More and more, doctors and patients dealing with severe depression, obsessive compulsive disorder, or even Parkinson’s disease turn to techniques such as deep brain stimulation and transcranial magnetic stimulation. While those treatments have proven effective in some cases, it has been unclear why the hodgepodge of stimulation sites and techniques all seem to work. A new study suggests one possibility: the different methods each activate parts of the brain common to one of its resting state networks.
For a few decades now, neuroscientists who specialize in functional magnetic resonance imaging, or fMRI, have focused on what our brains do when we do math problems, play games, choose between politicians, and much more. But as early as the mid-1990s, researchers realized they’d been missing something: What happens when we’re not doing anything at all? With that question, they began to explore what’s called the default mode network and other resting state networks (RSNs), collections of brain regions that are active and working together specifically as we let our minds and senses wander.

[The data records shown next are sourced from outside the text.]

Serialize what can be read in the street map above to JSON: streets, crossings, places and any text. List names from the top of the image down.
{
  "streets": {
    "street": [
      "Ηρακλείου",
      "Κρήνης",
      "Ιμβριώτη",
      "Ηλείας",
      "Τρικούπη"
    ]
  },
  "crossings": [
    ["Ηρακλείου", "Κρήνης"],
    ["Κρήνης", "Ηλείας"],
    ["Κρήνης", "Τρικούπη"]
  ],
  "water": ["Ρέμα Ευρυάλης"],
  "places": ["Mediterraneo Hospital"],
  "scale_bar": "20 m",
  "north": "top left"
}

But no one is quite sure what exactly these networks do.
As early as the mid-1990s, researchers realized they’d been missing something: What happens when we’re not doing anything at all?
Around the same time as some were exploring RSNs, others were pioneering the next generation of brain stimulation techniques, methods somewhat less crude than early forms of electroconvulsive therapy. Some new methods are invasive—deep brain stimulation, for example, requires an electrical implant in the brain—and some aren’t. Transcranial magnetic stimulation involves a targeted magnetic pulse originating outside the brain. They have one thing in common, though: Different techniques applied in different parts of the brain often achieve the same goals.

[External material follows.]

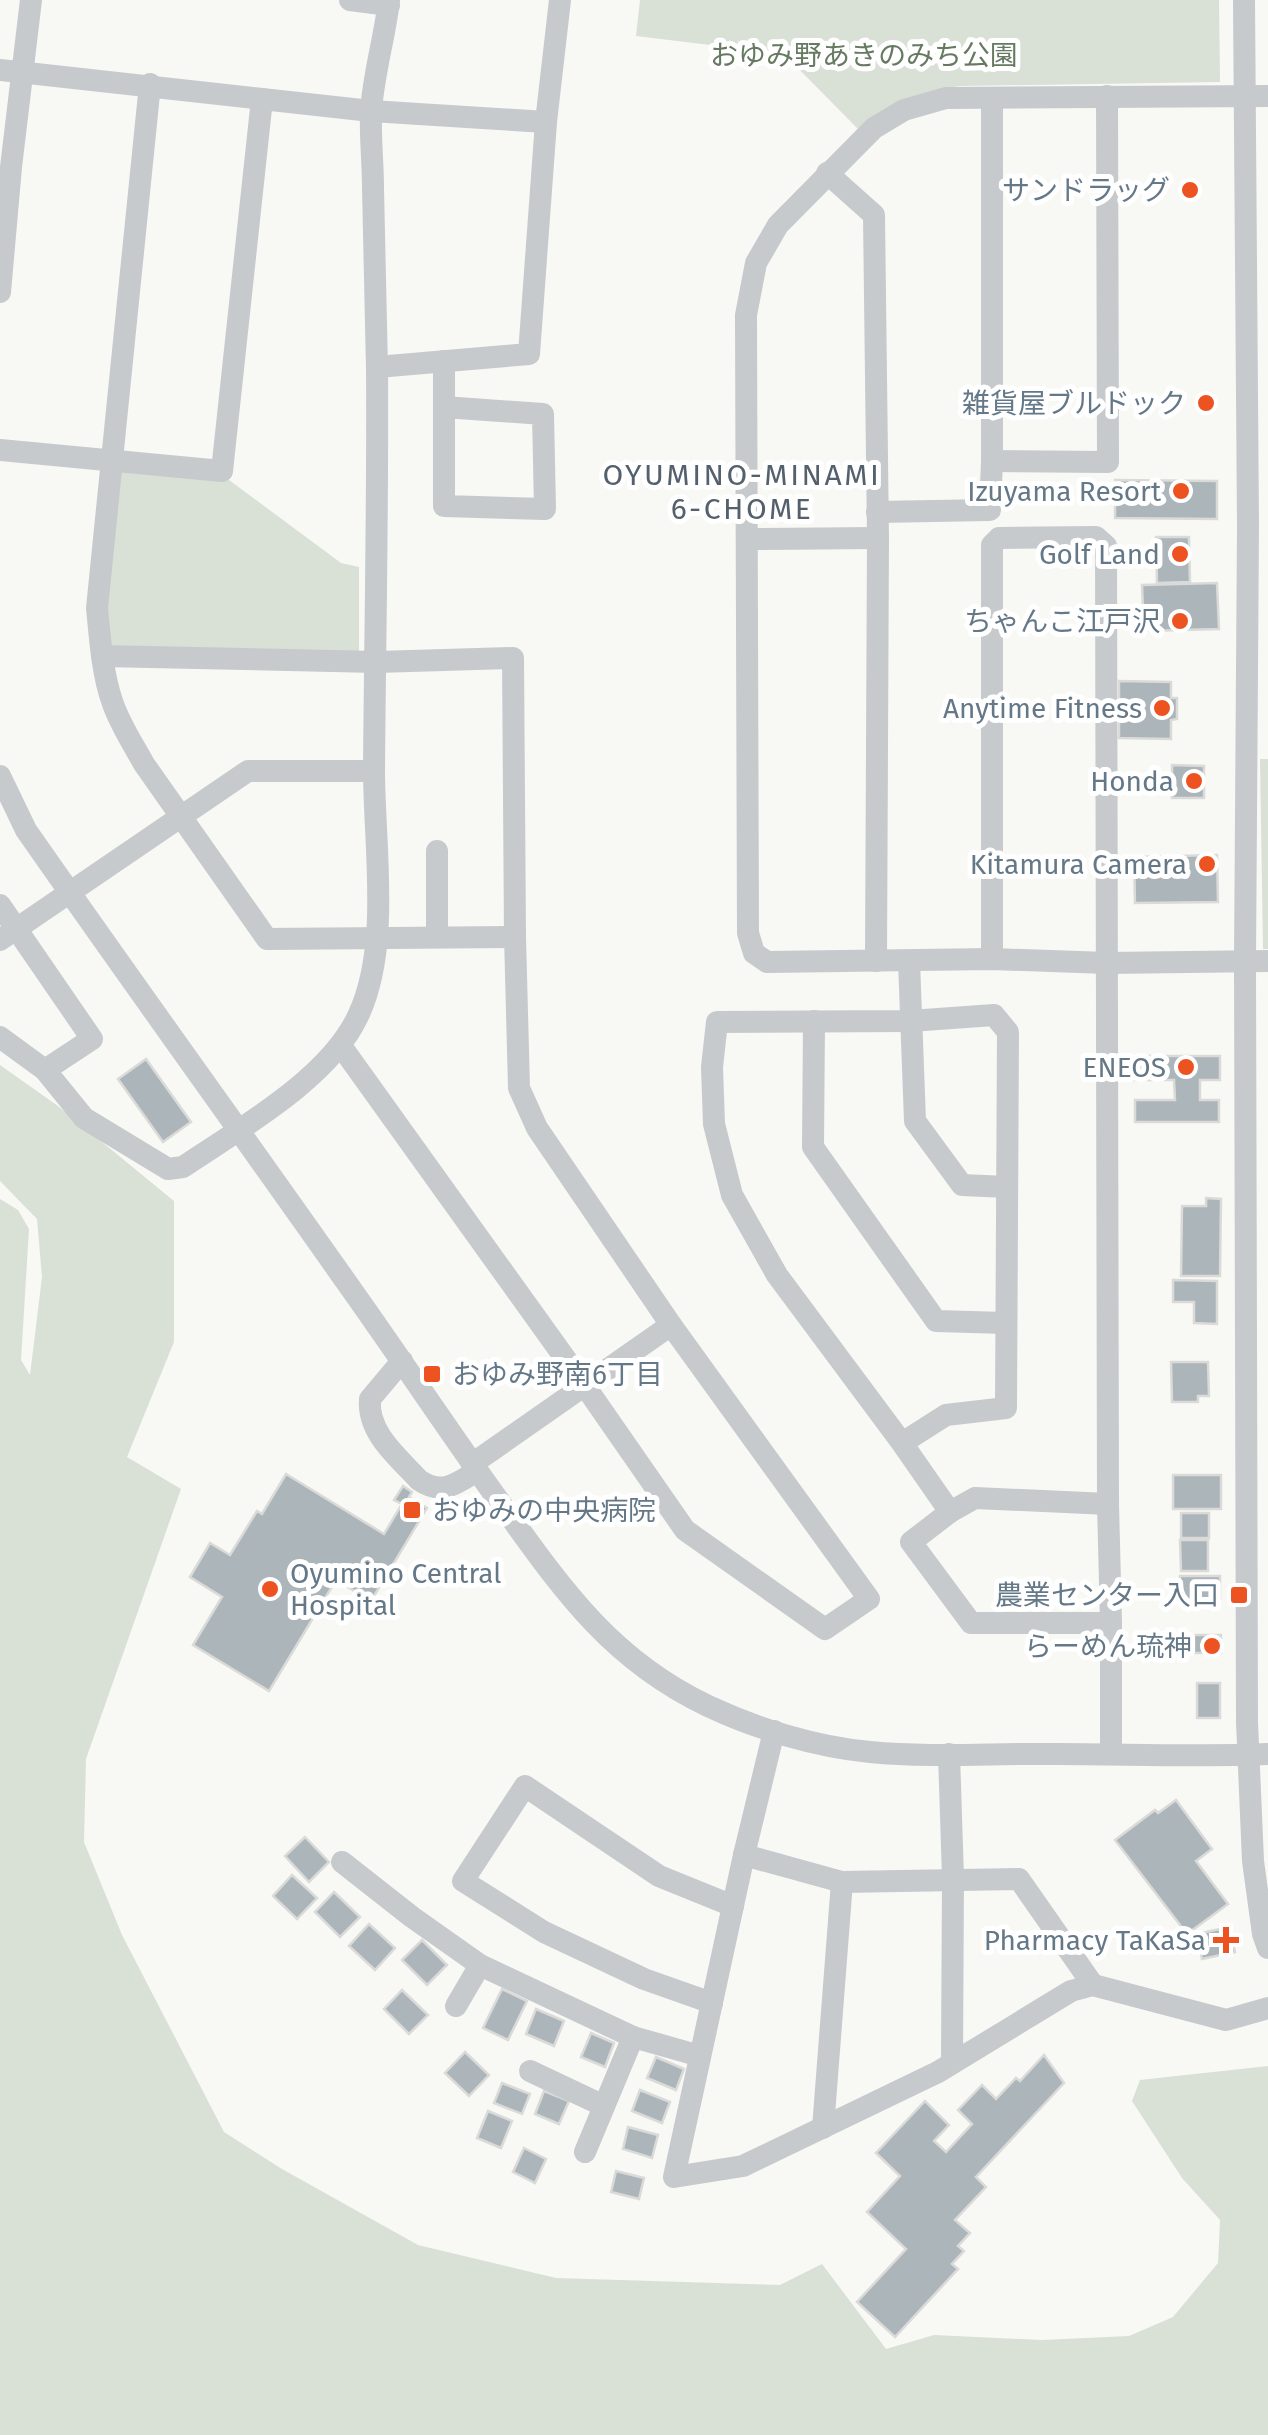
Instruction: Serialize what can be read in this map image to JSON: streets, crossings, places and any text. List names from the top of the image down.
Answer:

It works that way, Michael Fox and five others argue, because of resting state networks. To figure that out, the team reviewed clinical studies that had used deep brain stimulation (DBS), transcranial magnetic stimulation (TMS), and a third method, transcranial direct current stimulation, or tDCS, to treat 14 disorders, including anorexia, depression, and Tourette syndrome. Across all 14 diseases except for one, epilepsy, they found correlations between resting-state activity in sites where DBS was effective and in others where TMS and tDCS were effective, indicating that such sites were all part of the same resting-state network. Backing that conclusion up was the observation that there seemed to be little, if any, connection between DBS regions that worked and regions where other kinds of stimulation had failed.
“Sites effective for the same disease tend to fall within the same brain network [and] ineffective sites fall outside this network,” the authors write in Proceedings of the National Academy of Science. Researchers who study psychiatric disorders had already started thinking in network terms, and now they have an even better reason to.